Every entry below should be printed again exactly as it reads.
### Entries supplied ###
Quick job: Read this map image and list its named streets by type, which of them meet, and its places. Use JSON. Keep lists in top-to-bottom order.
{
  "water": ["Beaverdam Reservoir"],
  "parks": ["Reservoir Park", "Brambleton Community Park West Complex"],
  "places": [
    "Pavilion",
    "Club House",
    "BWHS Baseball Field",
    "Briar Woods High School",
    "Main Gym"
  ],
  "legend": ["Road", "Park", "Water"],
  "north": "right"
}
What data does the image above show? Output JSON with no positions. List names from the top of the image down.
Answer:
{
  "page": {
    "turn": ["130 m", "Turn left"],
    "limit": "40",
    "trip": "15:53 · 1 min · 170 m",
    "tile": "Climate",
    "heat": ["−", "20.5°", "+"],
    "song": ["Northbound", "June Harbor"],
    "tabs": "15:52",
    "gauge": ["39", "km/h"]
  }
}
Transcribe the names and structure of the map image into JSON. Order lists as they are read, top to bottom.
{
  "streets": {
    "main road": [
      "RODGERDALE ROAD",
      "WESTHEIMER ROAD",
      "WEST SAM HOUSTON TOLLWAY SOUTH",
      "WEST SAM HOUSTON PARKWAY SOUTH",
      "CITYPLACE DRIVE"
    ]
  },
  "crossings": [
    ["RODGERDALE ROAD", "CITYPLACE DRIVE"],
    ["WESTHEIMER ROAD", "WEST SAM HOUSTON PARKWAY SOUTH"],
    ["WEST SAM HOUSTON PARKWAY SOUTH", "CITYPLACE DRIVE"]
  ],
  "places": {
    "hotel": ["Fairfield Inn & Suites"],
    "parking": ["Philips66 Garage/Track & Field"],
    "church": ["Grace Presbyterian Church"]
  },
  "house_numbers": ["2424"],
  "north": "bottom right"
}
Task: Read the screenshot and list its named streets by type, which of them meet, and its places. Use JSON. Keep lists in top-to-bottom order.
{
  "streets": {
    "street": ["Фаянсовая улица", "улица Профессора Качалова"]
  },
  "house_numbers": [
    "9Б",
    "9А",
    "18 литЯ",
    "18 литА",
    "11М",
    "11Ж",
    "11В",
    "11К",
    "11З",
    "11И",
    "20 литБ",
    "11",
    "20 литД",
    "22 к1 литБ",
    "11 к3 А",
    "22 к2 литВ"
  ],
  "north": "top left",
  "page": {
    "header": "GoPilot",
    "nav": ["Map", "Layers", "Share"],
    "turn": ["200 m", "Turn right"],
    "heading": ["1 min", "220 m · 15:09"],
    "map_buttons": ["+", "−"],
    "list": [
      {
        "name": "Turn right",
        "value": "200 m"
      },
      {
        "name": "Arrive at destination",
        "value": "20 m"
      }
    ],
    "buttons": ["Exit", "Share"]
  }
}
###
• **Solution for this task**
Quick job: Read this map image and list its named streets by type, which of them meet, and its places. Use JSON. Keep lists in top-to-bottom order.
{
  "water": ["Beaverdam Reservoir"],
  "parks": ["Reservoir Park", "Brambleton Community Park West Complex"],
  "places": [
    "Pavilion",
    "Club House",
    "BWHS Baseball Field",
    "Briar Woods High School",
    "Main Gym"
  ],
  "legend": ["Road", "Park", "Water"],
  "north": "right"
}
What data does the image above show? Output JSON with no positions. List names from the top of the image down.
Answer:
{
  "page": {
    "turn": ["130 m", "Turn left"],
    "limit": "40",
    "trip": "15:53 · 1 min · 170 m",
    "tile": "Climate",
    "heat": ["−", "20.5°", "+"],
    "song": ["Northbound", "June Harbor"],
    "tabs": "15:52",
    "gauge": ["39", "km/h"]
  }
}
Transcribe the names and structure of the map image into JSON. Order lists as they are read, top to bottom.
{
  "streets": {
    "main road": [
      "RODGERDALE ROAD",
      "WESTHEIMER ROAD",
      "WEST SAM HOUSTON TOLLWAY SOUTH",
      "WEST SAM HOUSTON PARKWAY SOUTH",
      "CITYPLACE DRIVE"
    ]
  },
  "crossings": [
    ["RODGERDALE ROAD", "CITYPLACE DRIVE"],
    ["WESTHEIMER ROAD", "WEST SAM HOUSTON PARKWAY SOUTH"],
    ["WEST SAM HOUSTON PARKWAY SOUTH", "CITYPLACE DRIVE"]
  ],
  "places": {
    "hotel": ["Fairfield Inn & Suites"],
    "parking": ["Philips66 Garage/Track & Field"],
    "church": ["Grace Presbyterian Church"]
  },
  "house_numbers": ["2424"],
  "north": "bottom right"
}
Task: Read the screenshot and list its named streets by type, which of them meet, and its places. Use JSON. Keep lists in top-to-bottom order.
{
  "streets": {
    "street": ["Фаянсовая улица", "улица Профессора Качалова"]
  },
  "house_numbers": [
    "9Б",
    "9А",
    "18 литЯ",
    "18 литА",
    "11М",
    "11Ж",
    "11В",
    "11К",
    "11З",
    "11И",
    "20 литБ",
    "11",
    "20 литД",
    "22 к1 литБ",
    "11 к3 А",
    "22 к2 литВ"
  ],
  "north": "top left",
  "page": {
    "header": "GoPilot",
    "nav": ["Map", "Layers", "Share"],
    "turn": ["200 m", "Turn right"],
    "heading": ["1 min", "220 m · 15:09"],
    "map_buttons": ["+", "−"],
    "list": [
      {
        "name": "Turn right",
        "value": "200 m"
      },
      {
        "name": "Arrive at destination",
        "value": "20 m"
      }
    ],
    "buttons": ["Exit", "Share"]
  }
}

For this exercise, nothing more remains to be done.